Culturing primary hippocampal neurons in vitro facilitates mechanistic interrogation of many aspects of neuronal development. Dissociated embryonic hippocampal neurons can often grow successfully on glass coverslips at high density under serum-free conditions, but low density cultures typically require a supply of trophic factors by co-culturing them with a glia feeder layer, preparation of which can be time-consuming and laborious. In addition, the presence of glia may confound interpretation of results and preclude studies on neuron-specific mechanisms. Here, a simplified method is presented for ultra-low density (~2,000 neurons/cm2), long-term (&#62;3 months) primary hippocampal neuron culture that is under serum free conditions and without glia cell support. Low density neurons are grown on poly-D-lysine coated coverslips, and flipped on high density neurons grown in a 24-well plate.

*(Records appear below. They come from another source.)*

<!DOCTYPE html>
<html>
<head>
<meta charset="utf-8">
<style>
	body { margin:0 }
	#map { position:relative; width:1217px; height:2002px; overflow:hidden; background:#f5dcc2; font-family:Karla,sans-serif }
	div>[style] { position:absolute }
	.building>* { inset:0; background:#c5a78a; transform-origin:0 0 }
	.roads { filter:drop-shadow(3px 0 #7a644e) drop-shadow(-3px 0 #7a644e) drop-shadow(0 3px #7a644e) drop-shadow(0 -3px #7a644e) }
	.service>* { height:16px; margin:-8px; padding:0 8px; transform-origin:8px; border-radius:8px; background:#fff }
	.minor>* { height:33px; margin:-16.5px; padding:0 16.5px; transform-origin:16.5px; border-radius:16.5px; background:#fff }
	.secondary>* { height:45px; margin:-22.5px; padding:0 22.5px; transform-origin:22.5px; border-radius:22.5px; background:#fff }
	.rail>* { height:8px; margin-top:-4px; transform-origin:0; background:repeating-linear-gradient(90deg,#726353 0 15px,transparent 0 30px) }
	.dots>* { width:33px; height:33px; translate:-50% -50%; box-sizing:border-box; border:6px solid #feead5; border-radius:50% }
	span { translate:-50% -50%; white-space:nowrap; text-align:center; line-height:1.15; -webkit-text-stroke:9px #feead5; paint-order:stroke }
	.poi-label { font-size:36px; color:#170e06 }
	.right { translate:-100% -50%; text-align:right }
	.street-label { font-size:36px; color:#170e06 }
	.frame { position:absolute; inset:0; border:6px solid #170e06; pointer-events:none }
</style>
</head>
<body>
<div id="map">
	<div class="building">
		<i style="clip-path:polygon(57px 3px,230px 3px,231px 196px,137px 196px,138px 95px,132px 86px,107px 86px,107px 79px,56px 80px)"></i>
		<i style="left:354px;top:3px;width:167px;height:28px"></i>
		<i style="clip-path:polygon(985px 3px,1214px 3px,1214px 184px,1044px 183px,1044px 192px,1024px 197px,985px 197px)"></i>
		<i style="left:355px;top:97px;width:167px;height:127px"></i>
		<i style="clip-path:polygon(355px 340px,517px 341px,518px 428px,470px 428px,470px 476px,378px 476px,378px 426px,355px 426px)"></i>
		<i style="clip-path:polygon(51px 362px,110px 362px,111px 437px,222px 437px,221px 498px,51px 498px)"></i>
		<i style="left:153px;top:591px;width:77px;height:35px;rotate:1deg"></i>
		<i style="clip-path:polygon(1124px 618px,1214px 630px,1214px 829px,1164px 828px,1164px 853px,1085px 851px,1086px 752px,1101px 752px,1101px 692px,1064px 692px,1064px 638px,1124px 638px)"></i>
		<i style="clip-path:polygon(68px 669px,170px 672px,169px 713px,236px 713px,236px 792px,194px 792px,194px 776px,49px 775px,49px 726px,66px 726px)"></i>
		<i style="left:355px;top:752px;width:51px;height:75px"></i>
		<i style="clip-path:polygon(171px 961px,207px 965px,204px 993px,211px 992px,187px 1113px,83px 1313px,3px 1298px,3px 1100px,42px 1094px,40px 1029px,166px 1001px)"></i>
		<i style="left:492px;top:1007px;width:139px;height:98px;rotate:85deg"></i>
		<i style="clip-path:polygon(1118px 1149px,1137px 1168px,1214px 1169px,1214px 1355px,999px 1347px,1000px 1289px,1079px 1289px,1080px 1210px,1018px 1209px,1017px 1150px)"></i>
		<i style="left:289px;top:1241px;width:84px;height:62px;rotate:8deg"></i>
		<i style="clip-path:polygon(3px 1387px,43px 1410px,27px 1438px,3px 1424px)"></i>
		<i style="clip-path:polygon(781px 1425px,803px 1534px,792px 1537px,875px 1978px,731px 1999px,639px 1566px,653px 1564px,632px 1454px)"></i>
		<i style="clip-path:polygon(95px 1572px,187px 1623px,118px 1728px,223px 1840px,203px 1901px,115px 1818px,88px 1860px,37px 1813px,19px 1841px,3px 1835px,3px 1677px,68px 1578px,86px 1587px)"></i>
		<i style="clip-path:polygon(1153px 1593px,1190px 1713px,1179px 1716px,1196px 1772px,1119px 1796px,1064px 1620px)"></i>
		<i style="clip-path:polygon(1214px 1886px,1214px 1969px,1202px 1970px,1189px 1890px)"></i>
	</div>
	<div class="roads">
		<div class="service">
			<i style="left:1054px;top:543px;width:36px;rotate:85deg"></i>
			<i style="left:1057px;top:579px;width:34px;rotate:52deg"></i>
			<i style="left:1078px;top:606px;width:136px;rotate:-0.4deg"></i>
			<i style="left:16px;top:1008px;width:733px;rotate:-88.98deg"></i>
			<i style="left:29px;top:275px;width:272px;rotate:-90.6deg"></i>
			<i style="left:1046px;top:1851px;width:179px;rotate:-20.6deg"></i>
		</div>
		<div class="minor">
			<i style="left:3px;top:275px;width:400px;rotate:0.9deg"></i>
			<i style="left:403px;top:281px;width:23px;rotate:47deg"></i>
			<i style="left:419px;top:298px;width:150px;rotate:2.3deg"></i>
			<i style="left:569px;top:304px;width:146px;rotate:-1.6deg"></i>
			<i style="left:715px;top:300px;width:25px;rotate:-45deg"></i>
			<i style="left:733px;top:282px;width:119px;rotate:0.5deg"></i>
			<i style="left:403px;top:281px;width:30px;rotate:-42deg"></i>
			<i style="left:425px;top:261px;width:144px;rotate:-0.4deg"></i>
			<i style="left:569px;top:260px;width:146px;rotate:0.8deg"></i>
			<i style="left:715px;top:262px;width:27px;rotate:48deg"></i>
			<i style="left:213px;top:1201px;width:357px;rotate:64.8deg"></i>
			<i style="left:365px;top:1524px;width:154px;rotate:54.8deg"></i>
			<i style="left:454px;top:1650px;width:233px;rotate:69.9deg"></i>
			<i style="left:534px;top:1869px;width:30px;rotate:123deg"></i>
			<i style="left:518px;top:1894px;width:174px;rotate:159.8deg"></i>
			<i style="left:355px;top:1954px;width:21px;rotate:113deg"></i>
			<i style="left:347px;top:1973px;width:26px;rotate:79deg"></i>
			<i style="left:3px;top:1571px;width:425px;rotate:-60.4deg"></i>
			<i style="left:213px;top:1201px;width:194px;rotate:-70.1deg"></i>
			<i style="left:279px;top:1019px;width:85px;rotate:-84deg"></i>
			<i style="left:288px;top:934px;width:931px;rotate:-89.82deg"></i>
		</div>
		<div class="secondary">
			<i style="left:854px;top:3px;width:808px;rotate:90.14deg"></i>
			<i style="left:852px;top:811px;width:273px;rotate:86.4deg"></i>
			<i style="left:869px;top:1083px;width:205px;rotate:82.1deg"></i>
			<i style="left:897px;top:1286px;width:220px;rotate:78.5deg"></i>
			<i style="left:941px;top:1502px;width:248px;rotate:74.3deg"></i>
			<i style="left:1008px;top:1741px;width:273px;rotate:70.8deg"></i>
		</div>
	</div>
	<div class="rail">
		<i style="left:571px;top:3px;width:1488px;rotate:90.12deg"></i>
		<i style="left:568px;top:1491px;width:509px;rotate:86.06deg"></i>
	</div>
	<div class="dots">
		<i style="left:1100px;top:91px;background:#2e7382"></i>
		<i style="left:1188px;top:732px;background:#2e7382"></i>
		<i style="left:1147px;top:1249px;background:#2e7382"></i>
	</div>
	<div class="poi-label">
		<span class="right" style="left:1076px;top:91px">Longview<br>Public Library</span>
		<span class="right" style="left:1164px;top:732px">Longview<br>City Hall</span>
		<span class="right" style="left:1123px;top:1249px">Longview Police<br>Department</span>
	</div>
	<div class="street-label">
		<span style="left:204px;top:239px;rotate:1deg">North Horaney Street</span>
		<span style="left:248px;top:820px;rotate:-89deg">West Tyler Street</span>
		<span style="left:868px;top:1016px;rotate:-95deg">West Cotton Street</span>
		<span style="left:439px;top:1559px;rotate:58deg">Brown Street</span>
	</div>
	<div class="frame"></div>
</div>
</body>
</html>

Instead of using paraffin dots to create a space between the two neuronal layers, the experimenters can simply etch the plastic bottom of the well, on which the high density neurons reside, to create a microspace conducive to low density neuron growth. The co-culture can be easily maintained for &#62;3 months without significant loss of low density neurons, thus facilitating the morphological and physiological study of these neurons. To illustrate this successful culture condition, data are provided to show profuse synapse formation in low density cells after prolonged culture. This co-culture system also facilitates the survival of sparse individual neurons grown in islands of poly-D-lysine substrates and thus the formation of autaptic connections.

The protocol described here enables successful ultra-low density, long-term culture of pure glutamatergic neurons without the need of glia cells serving as a feeder layer. The protocol is diagramed in Figure 1, which involves preparation of high density (on poly-D-lysine coated 24 wells) and low-density neurons (on poly-D-lysine coated glass coverslips) separately, and subsequent co-culture that can be maintained up to three months.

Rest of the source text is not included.